De la normativa citada, que reconoce el principio a nivel convencional, constitucional y legal, se puede señalar que a partir del referido principio, se debe tener en cuenta que cuando se asume una medida judicial o administrativa concerniente a un niño, niña o adolescente, debe primar el interés superior del niño, referido, entre otros aspectos, a la primacía de sus derechos y a la garantía de su desarrollo integral, puesto que, este principio funciona como un criterio hermenéutico o línea rectora que guía las decisiones judiciales, generando en los funcionarios judiciales la obligación de respetar y dar eficacia a los derechos de la Niñez y Adolescencia durante el proceso en el futuro; en tal sentido, las normas sustantivas y procedimentales deben interpretarse, siempre en armonía con los derechos fundamentales de los niños y adolescentes, consagrados en la Constitución Política del Estado y el bloque de convencionalidad.
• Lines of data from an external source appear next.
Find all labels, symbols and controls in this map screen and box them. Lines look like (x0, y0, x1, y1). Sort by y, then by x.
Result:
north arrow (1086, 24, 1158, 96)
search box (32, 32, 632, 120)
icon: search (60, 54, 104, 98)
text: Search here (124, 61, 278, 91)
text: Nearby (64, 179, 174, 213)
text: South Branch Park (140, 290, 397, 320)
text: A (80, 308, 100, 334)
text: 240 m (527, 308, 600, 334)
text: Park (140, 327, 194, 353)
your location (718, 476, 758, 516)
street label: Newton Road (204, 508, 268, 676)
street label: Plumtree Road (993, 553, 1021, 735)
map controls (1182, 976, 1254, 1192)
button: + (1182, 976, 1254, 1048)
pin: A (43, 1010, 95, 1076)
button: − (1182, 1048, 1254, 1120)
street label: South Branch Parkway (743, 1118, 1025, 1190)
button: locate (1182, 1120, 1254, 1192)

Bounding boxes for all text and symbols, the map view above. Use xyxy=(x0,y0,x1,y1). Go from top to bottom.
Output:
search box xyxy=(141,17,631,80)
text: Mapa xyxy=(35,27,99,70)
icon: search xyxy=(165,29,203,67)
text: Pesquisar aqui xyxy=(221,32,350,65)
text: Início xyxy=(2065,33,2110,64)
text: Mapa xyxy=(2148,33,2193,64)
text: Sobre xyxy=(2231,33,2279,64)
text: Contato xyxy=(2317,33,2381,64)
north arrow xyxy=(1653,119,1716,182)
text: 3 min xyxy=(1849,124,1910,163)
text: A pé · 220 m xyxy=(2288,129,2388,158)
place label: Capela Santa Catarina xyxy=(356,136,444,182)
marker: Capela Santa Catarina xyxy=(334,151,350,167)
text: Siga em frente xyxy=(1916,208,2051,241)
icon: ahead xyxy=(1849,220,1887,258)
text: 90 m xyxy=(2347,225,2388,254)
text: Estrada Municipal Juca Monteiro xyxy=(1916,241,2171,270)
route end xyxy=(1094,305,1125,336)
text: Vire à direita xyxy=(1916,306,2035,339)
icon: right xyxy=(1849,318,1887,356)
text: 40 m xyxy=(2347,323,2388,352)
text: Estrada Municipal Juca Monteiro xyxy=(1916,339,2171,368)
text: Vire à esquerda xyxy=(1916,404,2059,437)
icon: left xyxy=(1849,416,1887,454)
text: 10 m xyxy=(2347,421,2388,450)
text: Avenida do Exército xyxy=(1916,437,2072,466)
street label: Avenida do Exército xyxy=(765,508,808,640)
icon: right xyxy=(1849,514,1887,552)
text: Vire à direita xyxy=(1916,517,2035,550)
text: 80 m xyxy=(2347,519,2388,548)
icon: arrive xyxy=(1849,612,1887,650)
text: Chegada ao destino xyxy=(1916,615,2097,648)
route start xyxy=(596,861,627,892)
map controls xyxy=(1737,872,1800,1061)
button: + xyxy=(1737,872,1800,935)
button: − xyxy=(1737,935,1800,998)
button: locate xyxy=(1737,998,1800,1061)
De igual manera SCP 0343/2018-S4 de 17 de julio, sobre el principio den análisis preciso que: “Atendiendo al desarrollo normativo con relación a la protección integral de las niñas, niños y adolescentes, todos los Estados suscribientes de la Convención están llamados a establecer verdaderas políticas de atención, protección y prevención, que garantice a niñas, niños y adolescentes un desarrollo integral, como sujetos activos de la sociedad, todo ello en virtud a que, como se señaló, el principio del interés superior se constituye en una directriz para todas las actuaciones institucionales ya sean administrativas, judiciales, así también para la familia, como para la misma sociedad, que implica efectivizar la preeminencia de sus derechos, derivando así en la protección reforzada que se debe tener en cuenta...

 

(...) la Constitución Política del Estado al haber suscrito la Convención sobre los Derechos del Niño, también asume al principio del ʽinterés superior del niño” como directriz de todas las instituciones del Estado, la familia y la sociedad, que implica a su vez la protección reforzada de sus derechos, es así, que el en su art. 60 prevé que: “Es deber del Estado, la sociedad y la familia garantizar la prioridad del interés superior de la niña, niño y adolescente, que comprende la preeminencia de sus derechos, la primacía en recibir protección y socorro en cualquier circunstancia, la prioridad en la atención de los servicios públicos y privados, y el acceso a una administración de justicia pronta, oportuna y con asistencia de personal especializadoʼ, en consecuencia, para el cumplimiento de este instrumento internacional de derechos humanos también existen principios de interpretación judicial que son el de no discriminación, de efectividad, de autonomía y participación y el de protección, que a decir de Dworkin se constituyen en proposiciones que describen derechos de igualdad, protección efectiva, autonomía, libertad de expresión, etc., cuyo cumplimiento es una exigencia de justicia, en este sentido, para Ferrajoli la Convención es considerada “como vínculos normativos idóneos para asegurar efectividad a los derechos subjetivos”; entonces, podemos concluir que las autoridades judiciales cuando resuelvan asuntos relacionados a la niñez y adolescencia, deberán actuar conforme este sistema de protección, que debe ser inmediata y ante todo enmarcarse a los principios establecidos en este, asegurando el ejercicio de sus derechos de manera amplia y favorable”.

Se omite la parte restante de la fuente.